- Work request -
Output exactly the lines that run from the start of the records to the line with "path.moveTo(r[0], r[1]);", counting both ends, and skip the pictures.
Start of Block
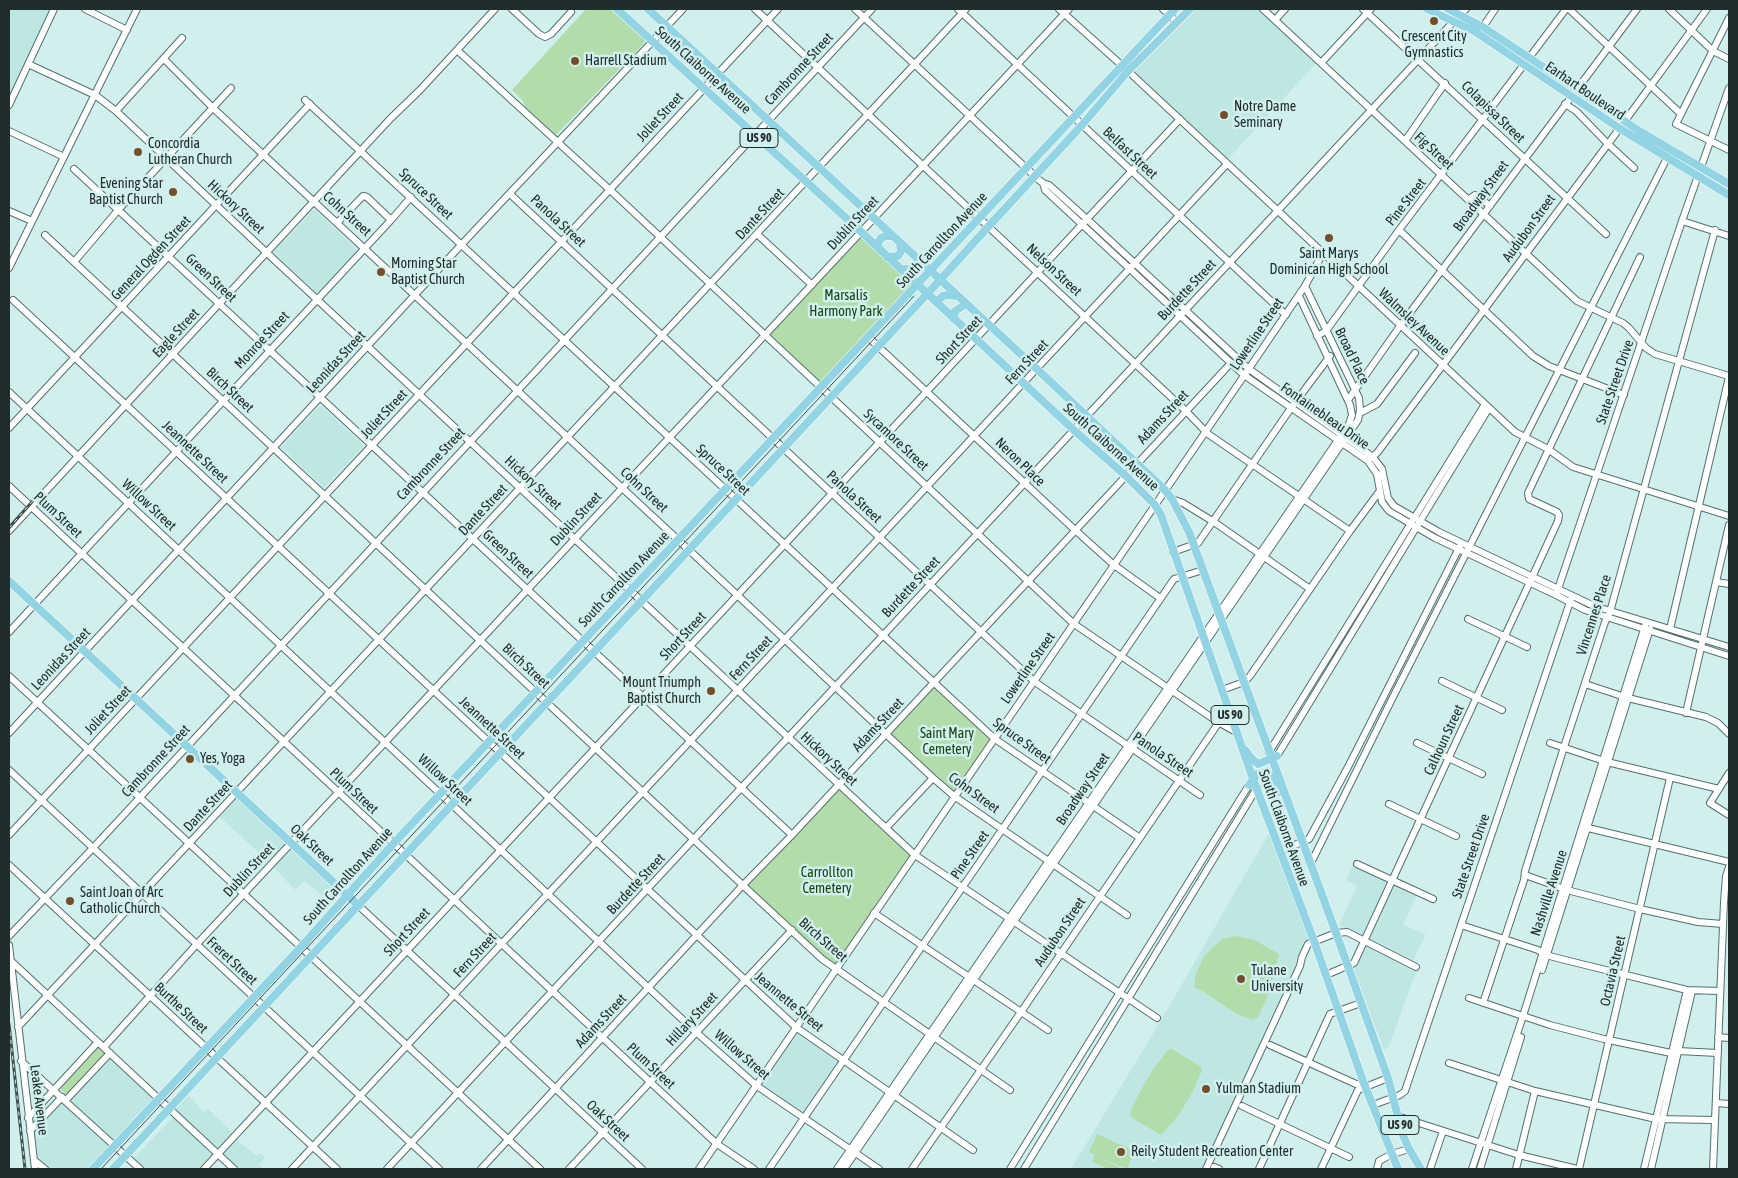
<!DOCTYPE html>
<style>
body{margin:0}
#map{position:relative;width:1738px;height:1178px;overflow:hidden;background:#d0efed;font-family:"Asap Condensed",sans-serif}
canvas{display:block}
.frame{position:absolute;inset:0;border:10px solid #212d2c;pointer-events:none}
</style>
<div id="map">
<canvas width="1738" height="1178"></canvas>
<div class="frame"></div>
</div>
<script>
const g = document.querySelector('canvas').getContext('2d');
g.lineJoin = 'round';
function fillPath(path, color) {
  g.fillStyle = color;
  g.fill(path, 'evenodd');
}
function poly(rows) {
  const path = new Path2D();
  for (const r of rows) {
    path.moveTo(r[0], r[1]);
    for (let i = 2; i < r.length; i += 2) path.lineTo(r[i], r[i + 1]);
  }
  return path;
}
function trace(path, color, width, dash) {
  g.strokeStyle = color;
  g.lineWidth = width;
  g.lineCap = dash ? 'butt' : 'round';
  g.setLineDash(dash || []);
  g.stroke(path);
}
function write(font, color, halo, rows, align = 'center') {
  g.font = font + ' "Asap Condensed",sans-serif';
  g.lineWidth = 5;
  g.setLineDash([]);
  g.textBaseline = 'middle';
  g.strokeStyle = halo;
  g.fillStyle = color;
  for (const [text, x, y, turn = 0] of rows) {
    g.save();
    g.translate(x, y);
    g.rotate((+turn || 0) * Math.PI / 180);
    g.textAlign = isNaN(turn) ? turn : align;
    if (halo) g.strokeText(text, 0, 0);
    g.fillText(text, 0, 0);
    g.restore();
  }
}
const built = poly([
 [9,9,50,9,9,97],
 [1194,9,1258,9,1316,63,1228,159,1133,72],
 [314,209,358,250,317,293,273,252],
 [321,405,364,446,324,488,281,447],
 [237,798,341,893,332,903,304,881,295,890,268,861,220,817],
 [1272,828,1314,941,1210,1169,1071,1169,1163,1017],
 [1353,865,1387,881,1363,935,1360,936,1339,925,1357,886,1346,880],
 [1394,885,1417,895,1403,925,1426,935,1413,960,1369,939],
 [1366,945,1417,969,1389,1046,1384,1050,1354,971],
 [797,1028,843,1060,803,1117,757,1086],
 [108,1052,159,1099,115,1146,68,1101],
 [188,1095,204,1112,208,1109,232,1132,218,1148,215,1148,175,1110],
 [62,1102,64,1103,111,1148,91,1169,48,1169,36,1159,32,1132],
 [173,1117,212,1154,198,1169,146,1169,134,1158],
 [235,1139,257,1156,260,1153,265,1158,259,1165,263,1169,238,1169,223,1154]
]);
const green = poly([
 [586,9,610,9,644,39,645,42,555,136,525,108,523,101,512,90],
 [861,232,917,285,820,387,764,335],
 [934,683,995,739,954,796,886,734],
 [839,785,915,855,836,969,743,885],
 [1237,936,1255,940,1279,954,1267,998,1258,1017,1253,1020,1235,1013,1204,992,1194,987,1196,973,1205,955,1222,939],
 [98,1047,106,1054,68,1096,60,1089],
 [1172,1049,1200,1066,1202,1070,1193,1091,1178,1116,1161,1135,1132,1118,1130,1113,1139,1093,1154,1068,1168,1050],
 [1097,1134,1135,1151,1127,1169,1096,1156,1119,1167,1118,1169,1108,1169,1092,1162,1095,1155,1089,1152]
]);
const minor = poly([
 [85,9,127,30],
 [512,9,539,34,545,37,551,34,571,12],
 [755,9,1186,411,1208,434,1350,531],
 [855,9,1039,180,1043,183,1049,185,1088,220,1249,369,1373,457,1382,469,1388,498,1394,506,1439,532,1594,606,1729,647],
 [958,9,1286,315],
 [1059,9,1128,71,1515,432,1548,449,1573,467,1729,516],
 [1163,9,1177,22],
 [1263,9,1577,301,1623,323,1629,328,1646,348,1655,354,1729,376],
 [1363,9,1606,234],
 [1569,9,1681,114],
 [1669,9,1713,51,1729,59],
 [1460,14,1466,9],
 [1729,18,1676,124,1729,150],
 [1275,20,1285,9],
 [1483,27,1495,9],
 [457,50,610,190,1074,624,1218,722,1236,732],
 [164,59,212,107,689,550,933,778,954,796,1127,915],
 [1321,63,1371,9],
 [28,64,95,95,116,111,267,253,915,855,1157,1018],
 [305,100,995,739,1140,838],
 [1565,104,1576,111,1608,144,1634,168],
 [9,105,54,9],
 [116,111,182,38],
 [9,131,64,157],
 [1405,141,1445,83],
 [74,169,792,835],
 [1043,183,1045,190,1244,375,1368,461,1377,474,1382,502,1389,511,1435,538,1556,595,1585,610,1729,656],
 [510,194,1035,682,1200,795],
 [1468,200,1475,195,1479,197,1490,206],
 [9,211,32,221],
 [1682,221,1729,236],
 [337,223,363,196,367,197,391,220],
 [1399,230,1533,356,1549,366,1624,395],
 [757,234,812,285],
 [45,235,822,959,1010,1090],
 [74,262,119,209,231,88],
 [9,268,137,9],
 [13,300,797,1028,973,1150],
 [1317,336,1326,331,1399,230,1566,9],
 [868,337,1075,530,1114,565,1160,598],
 [9,392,697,1033,757,1086,879,1169],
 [1348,400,1400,326,1637,9],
 [1360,413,1377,404,1415,353],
 [9,428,310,104],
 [1371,458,1377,453,1608,144,1707,9],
 [9,486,717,1144,754,1169],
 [1172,499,1183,503,1214,522,1310,589],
 [9,531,390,119,420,90,495,9],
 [1173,552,1198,543,1291,408,1330,356],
 [1716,582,1729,584],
 [1557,592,1682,221,1729,88],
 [1468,619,1527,647],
 [1670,629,1729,377],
 [9,632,391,220,411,197],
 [9,676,540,1169],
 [1442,681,1502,710],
 [1585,684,1628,698,1706,717,1718,723,1729,734],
 [1222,690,1244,682,1250,676,1350,531,1379,492],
 [1686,713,1729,525],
 [9,733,462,244,683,9],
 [1417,743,1482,774],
 [1550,743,1607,762,1719,789],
 [1269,752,1485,404],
 [1277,756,1489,408],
 [9,770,439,1169],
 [1729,773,1710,803,1729,815],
 [1389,804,1456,836],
 [1584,827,1729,862],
 [886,828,933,778],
 [9,835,778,9],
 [1280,851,1309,839,1348,767,1460,546],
 [1309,861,1313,859,1392,699,1667,158],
 [1357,864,1433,899],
 [9,865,337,1169],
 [1525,875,1567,890,1640,909,1698,922,1723,924],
 [359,906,642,1169],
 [874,913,1048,1030],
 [1461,925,1538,950,1546,955,1565,960,1687,990,1720,991],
 [9,936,92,849,872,9],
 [9,945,35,1169],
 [11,961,234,1169],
 [1542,970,1650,629],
 [1326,975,1354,963,1558,521,1559,515,1557,512,1529,499,1528,493,1640,257],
 [1469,998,1550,1025,1604,1039,1671,1053,1678,1051,1718,1053],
 [1483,1003,1524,880,1525,871,1564,747,1605,622,1610,612,1715,230],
 [18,1027,966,9],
 [1718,1037,1729,1038],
 [1270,1045,1356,1084,1365,1086],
 [104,1047,196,945,1069,9],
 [21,1061,140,1169],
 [1449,1063,1535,1091,1656,1119,1715,1120],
 [65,1101,110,1053],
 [1716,1103,1729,1104],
 [1373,1105,1400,1095,1405,1091,1571,599],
 [1242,1106,1349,1157],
 [1397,1116,1519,1155,1577,1169],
 [28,1118,98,1042],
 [30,1131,62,1097],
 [34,1160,45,1169],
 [1214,1167,1219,1169],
 [204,1169,1180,119],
 [292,1169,1227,164],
 [387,1169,1454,21],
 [481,1169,743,885,792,835,1231,363],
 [569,1169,792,930],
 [699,1169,1250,367,1305,286,1323,253],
 [769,1169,1174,579,1203,570],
 [837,1169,1349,424,1352,415,1350,405,1299,296],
 [844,1169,1358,420,1360,410,1359,398,1305,286],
 [912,1169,1021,1012,1228,709],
 [1010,1169,1249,785],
 [1024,1169,1257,788],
 [1206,1169,1300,966,1302,957,1308,944,1336,933,1347,932,1416,967],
 [1259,1169,1330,1014,1361,1003],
 [1321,1169,1358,1090,1388,1078],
 [1377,1169,1379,1161,1392,1154,1409,1149],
 [1430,1169,1443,1131],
 [1472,1169,1523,1016,1645,626],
 [1480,1169,1521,1037],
 [1516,1169,1535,1091],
 [1579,1169,1670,778],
 [1644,1169,1687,990],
 [1651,1169,1692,991],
 [1713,1169,1724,902,1726,876,1729,867]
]);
const major = poly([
 [617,9,857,228,1076,432,1126,476,1155,505,1161,515,1253,779,1314,941,1363,1081,1398,1169],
 [648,9,1039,371,1165,490,1172,499,1189,532,1336,933,1388,1078,1402,1133,1409,1149,1421,1169],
 [1427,9,1474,31,1619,128,1729,195],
 [1448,9,1483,27,1641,132,1729,184],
 [879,249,878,243,881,238,886,236,893,236],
 [887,257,898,256,901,251,900,243],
 [900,269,910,269,921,262],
 [936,302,943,296,948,295,957,296],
 [954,319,955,311,966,304],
 [963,328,969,328,975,325,977,320,976,314],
 [9,581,359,906],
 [1246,751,1251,758,1258,764,1277,756],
 [1249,785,1257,774,1265,772,1271,776,1279,792],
 [93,1169,301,947,393,844,1175,9],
 [113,1169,940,280,988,227,1082,125,1128,71,1190,9]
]);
const tram = poly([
 [101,1169,914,296]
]);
const rail = poly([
 [9,528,38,495],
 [9,1024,25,1169]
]);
const markers = [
 [1434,21,5,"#734e29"],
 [575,61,5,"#734e29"],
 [1224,115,5,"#734e29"],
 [138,152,5,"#734e29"],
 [173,192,5,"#734e29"],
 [1329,238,5,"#734e29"],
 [381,272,5,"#734e29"],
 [711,691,5,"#734e29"],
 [190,759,5,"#734e29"],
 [70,901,5,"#734e29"],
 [1241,979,5,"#734e29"],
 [1206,1089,5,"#734e29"],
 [1121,1152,5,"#734e29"]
];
const shields = [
 [759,138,38],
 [1230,715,38],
 [1400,1125,38]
];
const shieldNames = [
 ["US 90",759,138],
 ["US 90",1230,715],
 ["US 90",1400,1125]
];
const poiNames = [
 ["Crescent City",1434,37,"center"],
 ["Gymnastics",1434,53,"center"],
 ["Harrell Stadium",585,61],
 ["Notre Dame",1234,107],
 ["Seminary",1234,123],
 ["Concordia",148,144],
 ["Lutheran Church",148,160],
 ["Evening Star",163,184,"right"],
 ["Baptist Church",163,200,"right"],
 ["Saint Marys",1329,254,"center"],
 ["Dominican High School",1329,270,"center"],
 ["Morning Star",391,264],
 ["Baptist Church",391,280],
 ["Mount Triumph",701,683,"right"],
 ["Baptist Church",701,699,"right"],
 ["Yes, Yoga",200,759],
 ["Saint Joan of Arc",80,893],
 ["Catholic Church",80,909],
 ["Tulane",1251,971],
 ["University",1251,987],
 ["Yulman Stadium",1216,1089],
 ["Reily Student Recreation Center",1131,1152]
];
const streetNames = [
 ["Cambronne Street",799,69,-47],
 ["South Claiborne Avenue",703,70,42],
 ["Earhart Boulevard",1585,91,34],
 ["Colapissa Street",1493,112,44],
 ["Joliet Street",660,117,-47],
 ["Fig Street",1434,151,43],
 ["Belfast Street",1130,153,43],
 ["Spruce Street",426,194,43],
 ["Broadway Street",1481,196,-54],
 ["Pine Street",1406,202,-52],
 ["Hickory Street",236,207,43],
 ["Cohn Street",347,214,42],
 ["Dante Street",760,214,-47],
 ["Panola Street",558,221,43],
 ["Dublin Street",853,223,-47],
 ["Audubon Street",1529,228,-54],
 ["South Carrollton Avenue",942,240,-47],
 ["General Ogden Street",151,258,-47],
 ["Nelson Street",1054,270,43],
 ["Green Street",211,278,43],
 ["Burdette Street",1187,290,-47],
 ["Walmsley Avenue",1414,322,43],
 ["Eagle Street",176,333,-47],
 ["Lowerline Street",1257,334,-56],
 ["Monroe Street",262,340,-47],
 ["Short Street",959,340,-47],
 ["Broad Place",1352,356,64],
 ["Leonidas Street",336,362,-47],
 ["Fern Street",1027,362,-47],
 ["State Street Drive",1615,382,-71],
 ["Birch Street",230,390,43],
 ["Joliet Street",384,414,-47],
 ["Fontainebleau Drive",1325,416,35],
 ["Adams Street",1163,417,-47],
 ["Sycamore Street",896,440,43],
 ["South Claiborne Avenue",1111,447,42],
 ["Jeannette Street",195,452,43],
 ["Neron Place",1020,462,44],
 ["Cambronne Street",431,464,-47],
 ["Spruce Street",723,470,43],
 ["Hickory Street",533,483,43],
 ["Cohn Street",644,490,43],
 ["Panola Street",854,497,43],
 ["Willow Street",149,505,43],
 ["Dante Street",483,510,-47],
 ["Plum Street",58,515,43],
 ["Dublin Street",576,519,-47],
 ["Green Street",508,554,43],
 ["South Carrollton Avenue",624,579,-47],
 ["Burdette Street",911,587,-47],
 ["Vincennes Place",1594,615,-72],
 ["Short Street",683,636,-47],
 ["Fern Street",751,658,-47],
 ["Leonidas Street",61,659,-47],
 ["Birch Street",526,666,43],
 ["Lowerline Street",1028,668,-55],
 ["Joliet Street",108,710,-47],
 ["Adams Street",878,725,-47],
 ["Jeannette Street",492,728,43],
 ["Calhoun Street",1444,740,-65],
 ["Spruce Street",1022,741,36],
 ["Panola Street",1163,755,34],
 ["Hickory Street",829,759,43],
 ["Cambronne Street",156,761,-47],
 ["Willow Street",445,780,43],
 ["Broadway Street",1083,789,-56],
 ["Plum Street",354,791,43],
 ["Cohn Street",974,793,36],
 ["Dante Street",208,806,-47],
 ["South Claiborne Avenue",1284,828,70],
 ["Oak Street",312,845,43],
 ["Pine Street",970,855,-55],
 ["State Street Drive",1471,856,-71],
 ["Dublin Street",249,870,-47],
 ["South Carrollton Avenue",348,876,-48],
 ["Burdette Street",636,884,-47],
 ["Nashville Avenue",1549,893,-72],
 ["Short Street",407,932,-47],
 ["Audubon Street",1060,932,-56],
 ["Birch Street",823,940,41],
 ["Fern Street",475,955,-47],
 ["Freret Street",232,961,43],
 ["Octavia Street",1613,971,-77],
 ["Jeannette Street",789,1002,40],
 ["Burthe Street",181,1008,43],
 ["Hillary Street",692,1019,-47],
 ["Adams Street",601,1021,-47],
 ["Willow Street",742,1055,41],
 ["Plum Street",651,1066,43],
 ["Leake Avenue",39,1100,83],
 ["Oak Street",608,1121,43]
];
const parkNames = [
 ["Marsalis",846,296],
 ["Harmony Park",846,312],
 ["Saint Mary",947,734],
 ["Cemetery",947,750],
 ["Carrollton",827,873],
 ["Cemetery",827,889]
];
fillPath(built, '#bee7e3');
fillPath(green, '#b2ddaa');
trace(minor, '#53706e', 8);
trace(major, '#fff', 9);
trace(minor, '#fff', 6);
trace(major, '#92d4e3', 8);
trace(tram, '#404f4e', 1);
trace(rail, '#404f4e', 3);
trace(rail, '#d0efed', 1, [4]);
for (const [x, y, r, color] of markers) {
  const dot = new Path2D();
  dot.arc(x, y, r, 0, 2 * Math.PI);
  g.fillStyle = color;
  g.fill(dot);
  trace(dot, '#d0efed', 2);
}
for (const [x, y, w] of shields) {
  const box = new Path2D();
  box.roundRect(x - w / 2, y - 9.5, w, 19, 4);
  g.fillStyle = '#d0efed';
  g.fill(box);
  trace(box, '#212d2c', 1);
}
write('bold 12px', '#212d2c', null, shieldNames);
write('14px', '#212d2c', '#d0efed', poiNames, 'left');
write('14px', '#212d2c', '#d0efed', streetNames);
write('14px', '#19430f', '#d0efed', parkNames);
</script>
End of Block
- Solution to the problem -
<!DOCTYPE html>
<style>
body{margin:0}
#map{position:relative;width:1738px;height:1178px;overflow:hidden;background:#d0efed;font-family:"Asap Condensed",sans-serif}
canvas{display:block}
.frame{position:absolute;inset:0;border:10px solid #212d2c;pointer-events:none}
</style>
<div id="map">
<canvas width="1738" height="1178"></canvas>
<div class="frame"></div>
</div>
<script>
const g = document.querySelector('canvas').getContext('2d');
g.lineJoin = 'round';
function fillPath(path, color) {
  g.fillStyle = color;
  g.fill(path, 'evenodd');
}
function poly(rows) {
  const path = new Path2D();
  for (const r of rows) {
    path.moveTo(r[0], r[1]);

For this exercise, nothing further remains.